WHAT THIS TASK INVOLVES >> Look through the records below and collect all lines that hold the string "Annotate".
★ ★ ★ ★ ★
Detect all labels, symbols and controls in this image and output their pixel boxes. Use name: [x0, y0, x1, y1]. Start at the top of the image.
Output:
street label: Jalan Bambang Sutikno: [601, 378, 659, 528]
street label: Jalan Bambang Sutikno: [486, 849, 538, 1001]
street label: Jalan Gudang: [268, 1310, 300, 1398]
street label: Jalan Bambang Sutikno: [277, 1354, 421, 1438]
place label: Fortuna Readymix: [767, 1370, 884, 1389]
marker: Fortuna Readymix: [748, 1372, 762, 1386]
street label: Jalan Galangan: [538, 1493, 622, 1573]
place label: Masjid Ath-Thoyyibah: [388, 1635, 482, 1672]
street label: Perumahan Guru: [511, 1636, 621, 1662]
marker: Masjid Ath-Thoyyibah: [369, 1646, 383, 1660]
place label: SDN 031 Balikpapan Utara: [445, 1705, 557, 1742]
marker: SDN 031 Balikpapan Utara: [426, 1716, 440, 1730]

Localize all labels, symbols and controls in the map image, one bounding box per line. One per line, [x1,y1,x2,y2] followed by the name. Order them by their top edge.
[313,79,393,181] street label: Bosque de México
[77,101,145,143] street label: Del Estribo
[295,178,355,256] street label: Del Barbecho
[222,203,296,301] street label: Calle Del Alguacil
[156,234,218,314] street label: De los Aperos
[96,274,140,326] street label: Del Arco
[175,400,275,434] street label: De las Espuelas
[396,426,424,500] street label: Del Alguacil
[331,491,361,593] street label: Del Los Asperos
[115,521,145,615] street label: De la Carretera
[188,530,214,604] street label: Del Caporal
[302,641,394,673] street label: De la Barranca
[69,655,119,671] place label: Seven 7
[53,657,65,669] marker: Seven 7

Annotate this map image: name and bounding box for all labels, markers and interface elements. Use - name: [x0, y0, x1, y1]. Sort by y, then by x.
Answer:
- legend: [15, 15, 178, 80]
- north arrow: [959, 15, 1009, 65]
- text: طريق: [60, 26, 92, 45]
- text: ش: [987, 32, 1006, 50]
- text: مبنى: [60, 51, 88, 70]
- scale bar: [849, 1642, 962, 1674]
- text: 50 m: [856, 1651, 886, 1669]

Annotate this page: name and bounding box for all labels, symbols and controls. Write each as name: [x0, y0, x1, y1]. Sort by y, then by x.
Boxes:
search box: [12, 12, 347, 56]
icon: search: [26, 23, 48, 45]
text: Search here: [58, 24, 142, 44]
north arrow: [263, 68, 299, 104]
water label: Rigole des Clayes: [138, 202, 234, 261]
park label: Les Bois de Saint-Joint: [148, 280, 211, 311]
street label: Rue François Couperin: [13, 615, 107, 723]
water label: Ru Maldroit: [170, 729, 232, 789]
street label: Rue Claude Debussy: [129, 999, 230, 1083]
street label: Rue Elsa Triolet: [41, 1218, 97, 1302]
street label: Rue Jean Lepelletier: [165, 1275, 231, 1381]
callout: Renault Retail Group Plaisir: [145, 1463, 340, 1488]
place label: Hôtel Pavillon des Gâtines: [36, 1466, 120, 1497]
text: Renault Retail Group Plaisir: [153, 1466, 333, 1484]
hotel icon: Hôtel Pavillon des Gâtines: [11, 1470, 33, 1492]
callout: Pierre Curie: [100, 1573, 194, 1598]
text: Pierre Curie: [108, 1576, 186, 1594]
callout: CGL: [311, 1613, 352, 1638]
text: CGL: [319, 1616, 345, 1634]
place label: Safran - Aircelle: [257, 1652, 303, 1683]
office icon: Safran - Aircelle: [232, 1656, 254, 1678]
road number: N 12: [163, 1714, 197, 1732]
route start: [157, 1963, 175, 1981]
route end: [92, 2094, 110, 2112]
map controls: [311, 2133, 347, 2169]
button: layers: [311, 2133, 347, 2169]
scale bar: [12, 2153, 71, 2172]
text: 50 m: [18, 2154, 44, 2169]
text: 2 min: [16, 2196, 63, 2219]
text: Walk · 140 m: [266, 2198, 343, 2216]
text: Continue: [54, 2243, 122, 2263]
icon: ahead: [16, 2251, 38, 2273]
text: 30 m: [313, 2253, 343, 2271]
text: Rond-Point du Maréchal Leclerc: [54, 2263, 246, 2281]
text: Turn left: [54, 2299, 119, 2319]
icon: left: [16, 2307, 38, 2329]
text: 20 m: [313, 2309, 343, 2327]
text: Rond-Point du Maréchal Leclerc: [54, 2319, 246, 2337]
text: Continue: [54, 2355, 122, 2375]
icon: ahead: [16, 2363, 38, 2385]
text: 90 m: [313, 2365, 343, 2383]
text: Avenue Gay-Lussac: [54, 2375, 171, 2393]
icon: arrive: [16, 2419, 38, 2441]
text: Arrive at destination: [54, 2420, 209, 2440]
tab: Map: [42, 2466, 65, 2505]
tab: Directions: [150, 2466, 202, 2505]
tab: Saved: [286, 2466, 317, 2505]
★ ★ ★ ★ ★
SOLUTION BELOW >>
Annotate this map image: name and bounding box for all labels, markers and interface elements. Use - name: [x0, y0, x1, y1]. Sort by y, then by x.
Annotate this page: name and bounding box for all labels, symbols and controls. Write each as name: [x0, y0, x1, y1]. Sort by y, then by x.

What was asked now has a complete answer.